Lingyi Wanwu MCP Tools for LlamaIndex (5)

These 5 tools become available when you connect Lingyi Wanwu to LlamaIndex via MCP:

01

chat_completions

Send a message to a Yi model

02

check_moderation

Check content for policy violations

03

get_embeddings

Generate text embeddings

04

get_usage

Retrieve account usage statistics

05

list_models

List available Yi models

Example Prompts for Lingyi Wanwu in LlamaIndex

Ready-to-use prompts you can give your LlamaIndex agent to start working with Lingyi Wanwu immediately.

01

"Chat with the Yi-Large model and ask 'Explain the impact of AI on the future of work'."

02

"Generate embeddings for my company's mission statement."

03

"Check my current account balance in Lingyi Wanwu."

Troubleshooting Lingyi Wanwu MCP Server with LlamaIndex

Common issues when connecting Lingyi Wanwu to LlamaIndex through the Vinkius, and how to resolve them.

01

BasicMCPClient not found

Install: pip install llama-index-tools-mcp

Lingyi Wanwu + LlamaIndex FAQ

Common questions about integrating Lingyi Wanwu MCP Server with LlamaIndex.

01

How does LlamaIndex connect to MCP servers?

Use the MCP client adapter to create a connection.
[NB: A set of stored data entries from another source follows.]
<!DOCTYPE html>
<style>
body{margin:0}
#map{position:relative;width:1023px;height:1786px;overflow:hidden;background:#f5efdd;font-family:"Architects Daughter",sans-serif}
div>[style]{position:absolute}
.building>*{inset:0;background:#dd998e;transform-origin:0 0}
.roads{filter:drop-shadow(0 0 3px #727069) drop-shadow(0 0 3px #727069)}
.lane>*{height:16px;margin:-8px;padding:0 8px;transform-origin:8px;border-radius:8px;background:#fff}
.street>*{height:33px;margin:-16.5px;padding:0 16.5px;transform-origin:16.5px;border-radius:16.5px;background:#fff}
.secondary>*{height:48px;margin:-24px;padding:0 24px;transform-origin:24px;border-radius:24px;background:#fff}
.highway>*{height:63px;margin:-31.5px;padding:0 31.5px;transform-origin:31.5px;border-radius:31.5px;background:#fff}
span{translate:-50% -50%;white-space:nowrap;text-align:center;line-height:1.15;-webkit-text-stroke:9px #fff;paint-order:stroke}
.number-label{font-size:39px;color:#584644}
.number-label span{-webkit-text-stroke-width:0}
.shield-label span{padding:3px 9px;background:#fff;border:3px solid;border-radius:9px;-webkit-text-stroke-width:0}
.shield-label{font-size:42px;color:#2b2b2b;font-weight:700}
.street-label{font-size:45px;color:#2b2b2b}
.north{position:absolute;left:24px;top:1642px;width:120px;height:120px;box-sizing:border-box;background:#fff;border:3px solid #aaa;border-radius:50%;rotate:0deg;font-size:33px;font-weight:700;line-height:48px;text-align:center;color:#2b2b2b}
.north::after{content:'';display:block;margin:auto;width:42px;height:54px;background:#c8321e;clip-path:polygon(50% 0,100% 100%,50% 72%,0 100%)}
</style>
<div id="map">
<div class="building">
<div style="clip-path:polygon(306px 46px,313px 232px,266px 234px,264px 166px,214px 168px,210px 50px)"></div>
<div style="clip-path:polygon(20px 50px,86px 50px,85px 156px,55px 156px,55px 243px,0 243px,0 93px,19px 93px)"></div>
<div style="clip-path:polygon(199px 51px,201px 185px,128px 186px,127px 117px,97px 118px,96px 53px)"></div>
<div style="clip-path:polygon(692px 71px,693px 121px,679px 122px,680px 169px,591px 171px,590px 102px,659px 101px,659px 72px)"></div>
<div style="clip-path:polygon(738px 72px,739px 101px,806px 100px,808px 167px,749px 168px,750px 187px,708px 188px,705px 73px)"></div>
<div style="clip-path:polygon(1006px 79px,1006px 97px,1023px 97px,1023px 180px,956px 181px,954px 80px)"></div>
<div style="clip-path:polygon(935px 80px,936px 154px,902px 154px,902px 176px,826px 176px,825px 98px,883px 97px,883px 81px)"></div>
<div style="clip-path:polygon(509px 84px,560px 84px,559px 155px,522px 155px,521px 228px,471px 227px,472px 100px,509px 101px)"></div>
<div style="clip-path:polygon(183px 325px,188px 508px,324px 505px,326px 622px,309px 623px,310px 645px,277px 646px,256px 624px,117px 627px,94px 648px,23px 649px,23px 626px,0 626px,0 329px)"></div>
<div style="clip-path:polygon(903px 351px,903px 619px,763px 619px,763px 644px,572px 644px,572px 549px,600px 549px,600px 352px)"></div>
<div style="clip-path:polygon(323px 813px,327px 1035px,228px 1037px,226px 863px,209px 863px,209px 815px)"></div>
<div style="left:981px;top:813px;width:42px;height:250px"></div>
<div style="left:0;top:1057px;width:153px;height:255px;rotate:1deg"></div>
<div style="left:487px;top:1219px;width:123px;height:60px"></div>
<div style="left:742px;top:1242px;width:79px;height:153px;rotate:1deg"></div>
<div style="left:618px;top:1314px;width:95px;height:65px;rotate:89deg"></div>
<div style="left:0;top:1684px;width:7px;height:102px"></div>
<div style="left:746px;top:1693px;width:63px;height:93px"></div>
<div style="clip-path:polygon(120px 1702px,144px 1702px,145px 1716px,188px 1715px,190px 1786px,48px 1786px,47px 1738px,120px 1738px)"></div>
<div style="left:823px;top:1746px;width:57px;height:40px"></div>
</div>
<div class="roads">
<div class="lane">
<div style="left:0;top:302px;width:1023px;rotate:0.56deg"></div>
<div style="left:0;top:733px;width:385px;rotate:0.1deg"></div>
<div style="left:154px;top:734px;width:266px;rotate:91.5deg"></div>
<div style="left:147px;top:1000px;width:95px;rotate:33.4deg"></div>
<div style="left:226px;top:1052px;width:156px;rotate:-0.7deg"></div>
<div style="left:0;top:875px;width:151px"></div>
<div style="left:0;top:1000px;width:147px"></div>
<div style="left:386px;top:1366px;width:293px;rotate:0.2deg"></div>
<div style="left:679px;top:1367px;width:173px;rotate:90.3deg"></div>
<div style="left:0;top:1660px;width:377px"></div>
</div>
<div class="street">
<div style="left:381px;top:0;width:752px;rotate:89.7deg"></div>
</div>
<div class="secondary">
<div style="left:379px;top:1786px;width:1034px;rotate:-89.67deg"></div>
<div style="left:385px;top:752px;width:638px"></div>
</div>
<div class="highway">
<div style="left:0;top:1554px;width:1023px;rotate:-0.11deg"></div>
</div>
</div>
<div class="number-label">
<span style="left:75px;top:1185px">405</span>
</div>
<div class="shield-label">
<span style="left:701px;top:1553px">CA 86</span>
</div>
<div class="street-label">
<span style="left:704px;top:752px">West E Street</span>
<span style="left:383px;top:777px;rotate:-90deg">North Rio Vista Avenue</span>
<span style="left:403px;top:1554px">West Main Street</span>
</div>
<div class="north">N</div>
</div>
LlamaIndex discovers all tools and wraps them as query engine tools compatible with any LlamaIndex agent.
02

Can I combine MCP tools with vector stores?
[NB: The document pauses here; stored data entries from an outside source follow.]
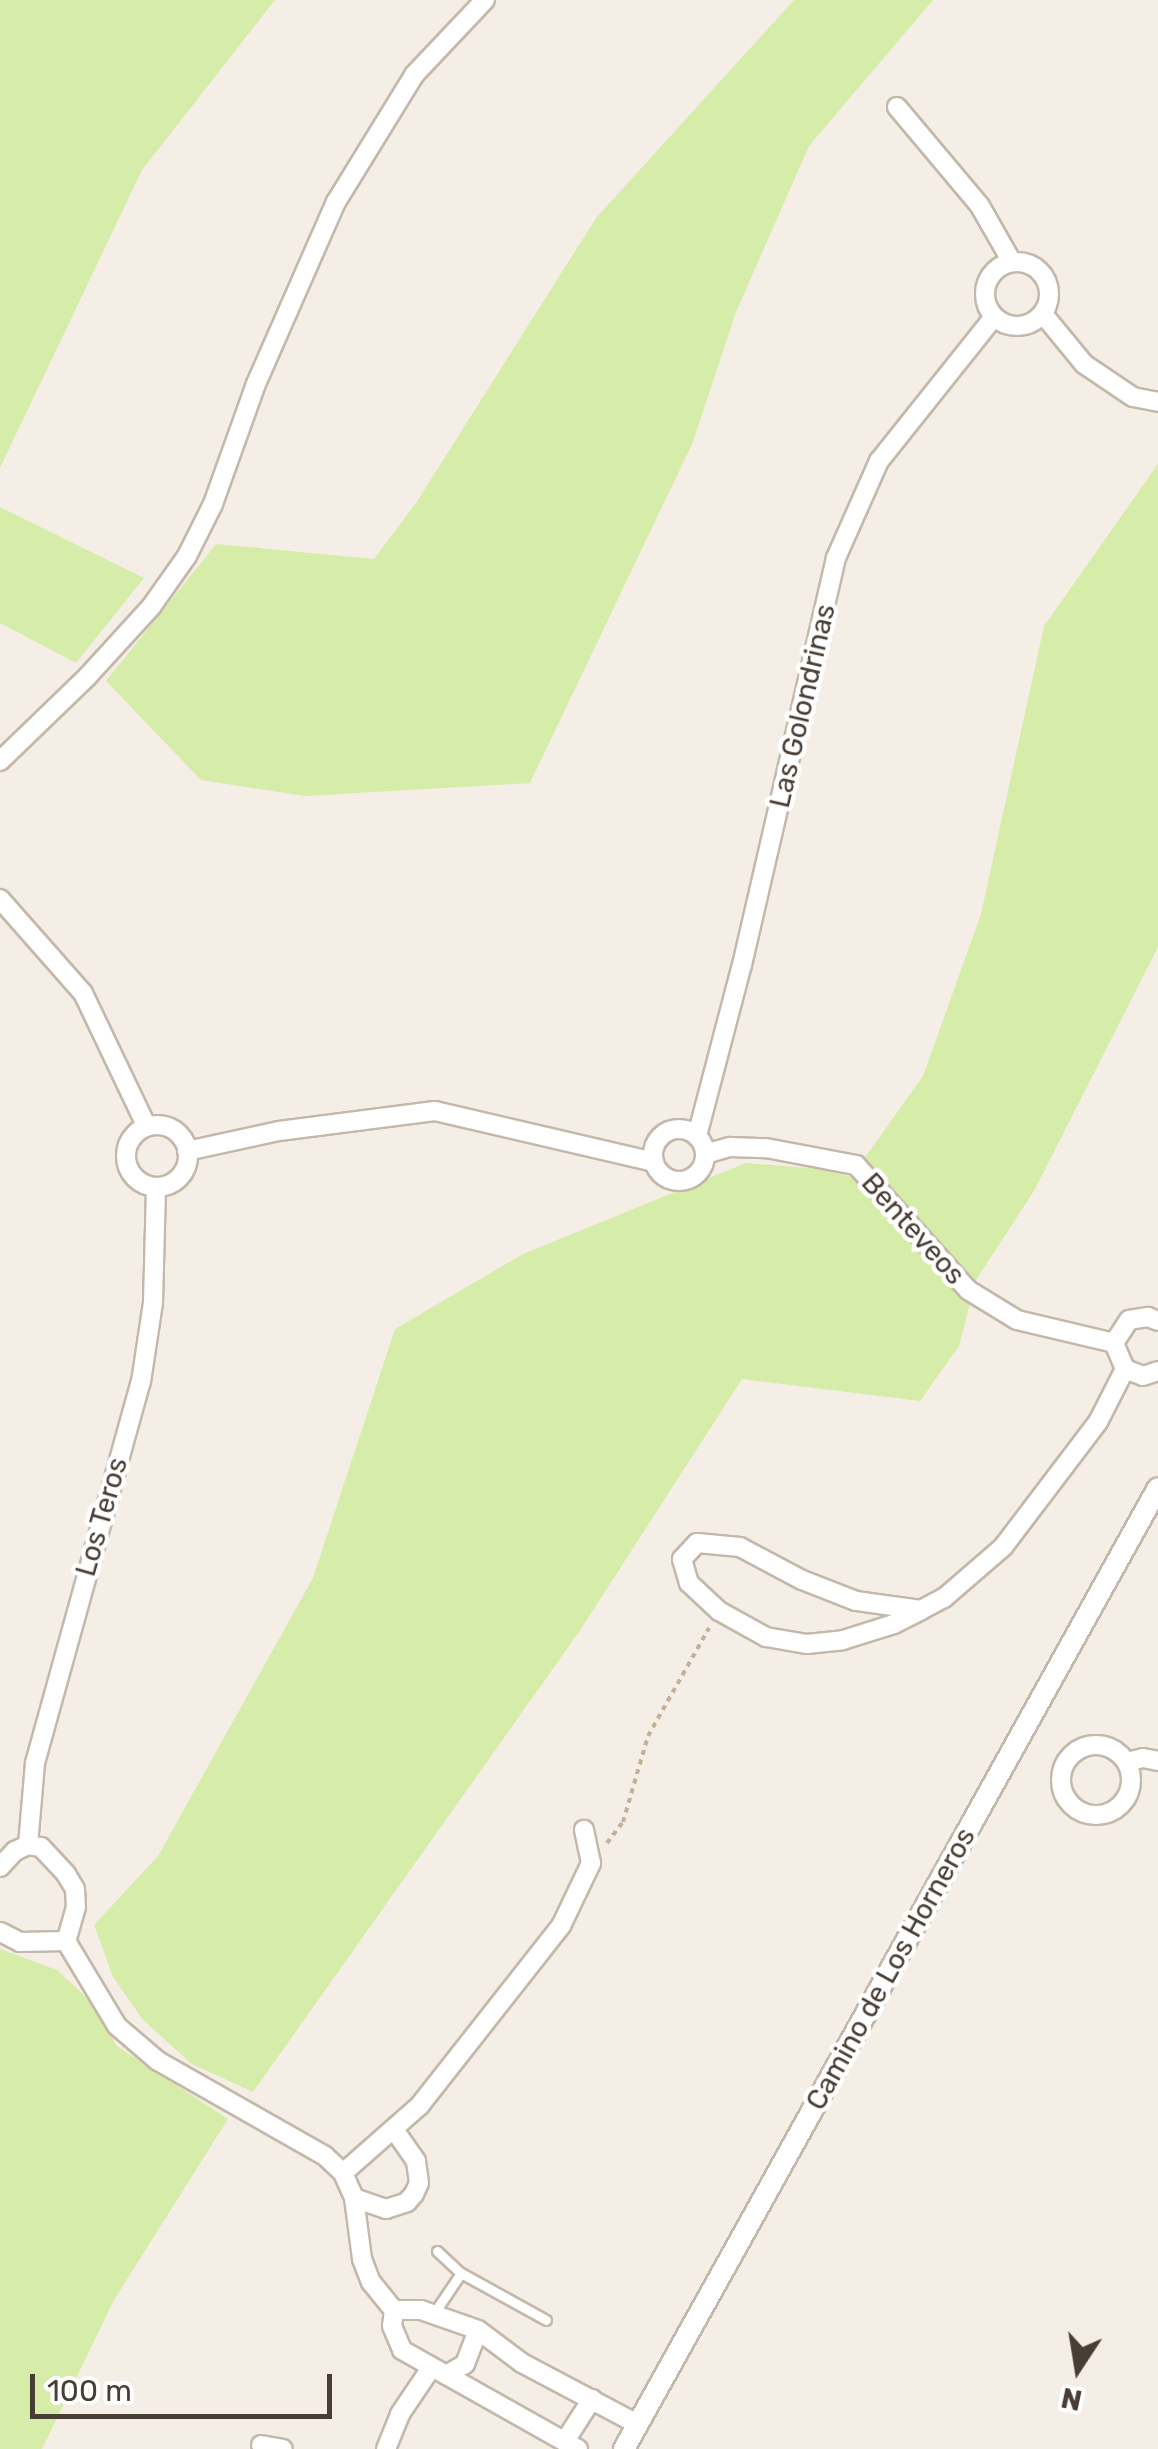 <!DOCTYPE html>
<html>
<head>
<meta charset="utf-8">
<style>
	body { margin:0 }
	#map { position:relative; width:1158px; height:2449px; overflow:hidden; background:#f4eee6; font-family:Rubik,sans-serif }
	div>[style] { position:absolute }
	.green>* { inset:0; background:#d6edaa }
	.path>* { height:4px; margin-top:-2px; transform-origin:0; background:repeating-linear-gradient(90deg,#c4af97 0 5px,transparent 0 10px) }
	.roads { filter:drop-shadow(2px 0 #c4b8aa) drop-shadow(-2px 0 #c4b8aa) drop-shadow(0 2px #c4b8aa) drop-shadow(0 -2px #c4b8aa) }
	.service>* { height:9px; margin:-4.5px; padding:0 4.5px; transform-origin:4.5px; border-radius:4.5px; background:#fff }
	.minor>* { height:18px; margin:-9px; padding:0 9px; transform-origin:9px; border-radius:9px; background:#fff }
	.minor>.ring { margin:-9px; padding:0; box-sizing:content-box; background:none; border:18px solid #fff; border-radius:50% }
	.tertiary>* { height:20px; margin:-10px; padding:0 10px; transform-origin:10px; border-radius:10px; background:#fff }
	span { translate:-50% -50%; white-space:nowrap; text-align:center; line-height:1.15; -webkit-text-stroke:9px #fff; paint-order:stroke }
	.street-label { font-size:28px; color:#483e34 }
	.north { position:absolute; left:1028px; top:2319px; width:100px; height:100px; -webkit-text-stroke:8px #fff; paint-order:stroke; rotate:192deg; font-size:28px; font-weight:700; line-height:40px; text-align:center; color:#483e34 }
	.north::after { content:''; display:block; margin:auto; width:35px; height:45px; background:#483e34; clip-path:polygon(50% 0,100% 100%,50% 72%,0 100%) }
	.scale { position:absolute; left:30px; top:2374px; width:302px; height:45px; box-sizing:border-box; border:5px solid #483e34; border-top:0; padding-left:12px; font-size:30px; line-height:35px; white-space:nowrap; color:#483e34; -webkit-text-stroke:8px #fff; paint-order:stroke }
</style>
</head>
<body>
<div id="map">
	<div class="green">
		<div style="clip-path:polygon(0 0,275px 0,142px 170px,0 468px)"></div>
		<div style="clip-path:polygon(794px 0,933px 0,809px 146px,736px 312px,693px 442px,530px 783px,305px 796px,201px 780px,106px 681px,216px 544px,374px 559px,416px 503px,596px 218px)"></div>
		<div style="clip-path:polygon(1158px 464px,1158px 947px,1034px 1191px,976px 1280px,959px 1346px,920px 1401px,742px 1379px,581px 1629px,253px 2092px,192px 2064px,143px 2020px,113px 1977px,94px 1925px,158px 1856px,313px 1578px,395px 1329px,523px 1254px,746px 1163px,822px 1169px,851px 1177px,923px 1076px,981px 914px,1044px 626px)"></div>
		<div style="clip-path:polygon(0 507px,144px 578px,76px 663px,0 623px)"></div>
		<div style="clip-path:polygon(0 1949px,57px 1970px,89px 2000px,117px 2046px,228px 2119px,114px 2300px,42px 2449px,0 2449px)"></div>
	</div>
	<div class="path">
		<div style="left:607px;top:1843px;width:26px;rotate:-53deg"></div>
		<div style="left:623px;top:1822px;width:90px;rotate:-73.8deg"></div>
		<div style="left:648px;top:1736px;width:124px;rotate:-60.5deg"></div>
	</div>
	<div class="roads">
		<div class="service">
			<div style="left:437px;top:2251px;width:33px;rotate:43deg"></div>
			<div style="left:461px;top:2273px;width:97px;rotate:28.9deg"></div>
			<div style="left:434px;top:2313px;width:48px;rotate:-56deg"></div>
		</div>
		<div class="minor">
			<div style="left:897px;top:107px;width:129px;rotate:50deg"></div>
			<div style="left:980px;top:206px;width:64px;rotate:60.3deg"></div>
			<div class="ring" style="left:985px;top:262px;width:46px;height:46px"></div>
			<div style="left:1043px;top:314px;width:65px;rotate:50.6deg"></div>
			<div style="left:1084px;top:364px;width:59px;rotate:34deg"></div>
			<div style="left:1133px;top:397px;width:25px;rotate:11deg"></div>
			<div style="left:0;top:761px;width:121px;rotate:-44deg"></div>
			<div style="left:87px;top:677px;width:95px;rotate:-47.6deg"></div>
			<div style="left:151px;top:607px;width:62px;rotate:-54.8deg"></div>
			<div style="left:187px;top:556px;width:58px;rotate:-63.4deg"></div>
			<div style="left:213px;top:504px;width:127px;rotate:-70.3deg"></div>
			<div style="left:256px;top:384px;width:199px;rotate:-66.3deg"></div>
			<div style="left:336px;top:202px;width:149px;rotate:-58.4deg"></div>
			<div style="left:414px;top:75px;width:103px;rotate:-46.6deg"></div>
			<div style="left:0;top:899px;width:125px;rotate:48.6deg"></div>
			<div style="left:83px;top:993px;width:148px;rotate:64.5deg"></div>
			<div class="ring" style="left:126px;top:1125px;width:44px;height:44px"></div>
			<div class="ring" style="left:653px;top:1129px;width:34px;height:34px"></div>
			<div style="left:697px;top:1136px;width:177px;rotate:-75.3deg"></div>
			<div style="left:742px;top:965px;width:418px;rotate:-77deg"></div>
			<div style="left:836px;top:558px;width:106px;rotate:-66.1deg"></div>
			<div style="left:879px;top:461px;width:184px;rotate:-51.4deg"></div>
			<div style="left:187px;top:1151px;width:94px;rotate:-12.3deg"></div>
			<div style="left:279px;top:1131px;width:157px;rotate:-7.3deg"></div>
			<div style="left:435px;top:1111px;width:225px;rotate:13.1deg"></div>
			<div style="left:705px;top:1154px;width:26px;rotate:-16deg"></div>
			<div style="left:730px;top:1147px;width:36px;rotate:2deg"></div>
			<div style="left:766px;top:1148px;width:92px;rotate:10.7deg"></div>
			<div style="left:856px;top:1165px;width:168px;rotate:48.1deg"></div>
			<div style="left:968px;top:1290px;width:57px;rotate:31.5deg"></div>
			<div style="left:1017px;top:1320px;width:100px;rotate:13.3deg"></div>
			<div style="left:1158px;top:1321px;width:11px;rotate:-158deg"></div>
			<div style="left:1148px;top:1317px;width:19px;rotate:171deg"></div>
			<div style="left:1129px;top:1320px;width:27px;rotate:123deg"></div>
			<div style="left:1114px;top:1343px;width:28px;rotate:67deg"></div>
			<div style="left:1125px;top:1369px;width:19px;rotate:21deg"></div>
			<div style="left:1143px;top:1376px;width:16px;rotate:-18deg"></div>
			<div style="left:921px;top:1610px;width:66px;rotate:-172.1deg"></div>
			<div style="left:856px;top:1601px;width:58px;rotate:-158.7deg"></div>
			<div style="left:802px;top:1580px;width:70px;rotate:-152deg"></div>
			<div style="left:740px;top:1547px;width:43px;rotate:-174.7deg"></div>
			<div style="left:697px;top:1543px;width:22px;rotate:133deg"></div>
			<div style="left:682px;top:1559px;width:25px;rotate:74deg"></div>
			<div style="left:689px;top:1583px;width:41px;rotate:43deg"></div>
			<div style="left:719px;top:1611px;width:54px;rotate:29deg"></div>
			<div style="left:766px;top:1637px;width:42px;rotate:9.7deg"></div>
			<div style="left:807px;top:1644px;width:36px;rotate:-6deg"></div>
			<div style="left:843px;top:1640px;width:53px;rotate:-17.4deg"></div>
			<div style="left:894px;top:1624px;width:30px;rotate:-27deg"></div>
			<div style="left:921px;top:1610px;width:26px;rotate:-28deg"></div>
			<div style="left:944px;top:1598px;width:78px;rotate:-40.8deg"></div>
			<div style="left:1003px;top:1547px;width:157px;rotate:-52.8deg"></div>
			<div style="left:1098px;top:1422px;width:59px;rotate:-63deg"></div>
			<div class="ring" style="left:1061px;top:1745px;width:52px;height:52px"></div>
			<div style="left:1127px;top:1762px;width:16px;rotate:-14deg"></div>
			<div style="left:1143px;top:1758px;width:15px;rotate:11deg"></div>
			<div style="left:28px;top:1845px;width:82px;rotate:-85.1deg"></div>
			<div style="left:35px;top:1763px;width:395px;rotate:-74.5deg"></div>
			<div style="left:141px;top:1382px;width:80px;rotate:-81.4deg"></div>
			<div style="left:153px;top:1303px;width:116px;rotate:-88.5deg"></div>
			<div style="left:0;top:1867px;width:22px;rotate:-47deg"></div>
			<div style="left:15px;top:1851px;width:14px;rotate:-25deg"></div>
			<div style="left:28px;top:1845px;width:13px;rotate:9deg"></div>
			<div style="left:41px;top:1847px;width:37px;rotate:47deg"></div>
			<div style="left:66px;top:1874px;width:17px;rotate:59deg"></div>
			<div style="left:75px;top:1889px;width:18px;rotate:87deg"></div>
			<div style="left:76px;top:1907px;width:35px;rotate:106deg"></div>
			<div style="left:66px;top:1941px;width:46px;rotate:178.8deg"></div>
			<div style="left:20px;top:1942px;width:22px;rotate:-153deg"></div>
			<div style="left:66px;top:1941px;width:99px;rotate:59deg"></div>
			<div style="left:117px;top:2026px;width:54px;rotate:40.5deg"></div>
			<div style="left:158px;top:2061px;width:192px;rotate:29.6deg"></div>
			<div style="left:325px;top:2156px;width:25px;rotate:43deg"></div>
			<div style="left:343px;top:2173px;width:27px;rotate:66deg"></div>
			<div style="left:354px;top:2198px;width:62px;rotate:82.5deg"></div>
			<div style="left:362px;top:2259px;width:25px;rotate:69deg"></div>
			<div style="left:371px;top:2282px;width:36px;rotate:51deg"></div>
			<div style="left:394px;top:2310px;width:16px;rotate:97deg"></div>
			<div style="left:392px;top:2326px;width:26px;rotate:67deg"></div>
			<div style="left:402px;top:2350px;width:202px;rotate:29.4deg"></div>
			<div style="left:343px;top:2173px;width:103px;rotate:-41.4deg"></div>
			<div style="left:420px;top:2105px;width:228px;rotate:-51.8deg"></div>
			<div style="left:561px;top:1926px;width:70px;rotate:-64.5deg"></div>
			<div style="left:591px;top:1863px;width:34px;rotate:-102deg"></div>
			<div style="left:354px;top:2198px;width:34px;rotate:19deg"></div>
			<div style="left:386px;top:2209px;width:22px;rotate:-18deg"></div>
			<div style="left:407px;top:2202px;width:11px;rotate:-49deg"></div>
			<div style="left:414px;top:2194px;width:12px;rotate:-66deg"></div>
			<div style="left:419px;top:2183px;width:22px;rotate:-98deg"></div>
			<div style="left:416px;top:2161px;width:37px;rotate:-125deg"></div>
			<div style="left:394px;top:2310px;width:27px"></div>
			<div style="left:421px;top:2310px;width:60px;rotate:19.3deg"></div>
			<div style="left:478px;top:2330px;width:55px;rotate:36.9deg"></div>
			<div style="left:522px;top:2363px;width:132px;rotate:27.9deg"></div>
			<div style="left:446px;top:2375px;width:22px;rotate:-30deg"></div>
			<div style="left:465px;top:2364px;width:36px;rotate:-69deg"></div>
			<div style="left:565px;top:2441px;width:50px;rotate:-57.3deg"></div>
			<div style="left:261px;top:2445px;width:22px;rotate:10deg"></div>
			<div style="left:386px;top:2449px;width:38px;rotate:-68deg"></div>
			<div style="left:400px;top:2414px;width:55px;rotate:-56deg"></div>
		</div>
		<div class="tertiary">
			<div style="left:624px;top:2449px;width:1099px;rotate:-60.94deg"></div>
		</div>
	</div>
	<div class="street-label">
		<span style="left:803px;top:706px;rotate:-77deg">Las Golondrinas</span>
		<span style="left:913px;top:1229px;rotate:48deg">Benteveos</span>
		<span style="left:102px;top:1517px;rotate:-74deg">Los Teros</span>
		<span style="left:891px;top:1969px;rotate:-61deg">Camino de Los Horneros</span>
	</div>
	<div class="north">N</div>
	<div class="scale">100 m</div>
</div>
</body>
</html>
Yes. LlamaIndex agents can query Lingyi Wanwu tools and vector store indexes in the same turn, combining real-time and embedded data for grounded responses.
03

Does LlamaIndex support async MCP calls?

Yes. LlamaIndex's async agent framework supports concurrent MCP tool calls for high-throughput data processing pipelines.

Connect Lingyi Wanwu to LlamaIndex

Get your token, paste the configuration, and start using 5 tools in under 2 minutes. No API key management needed.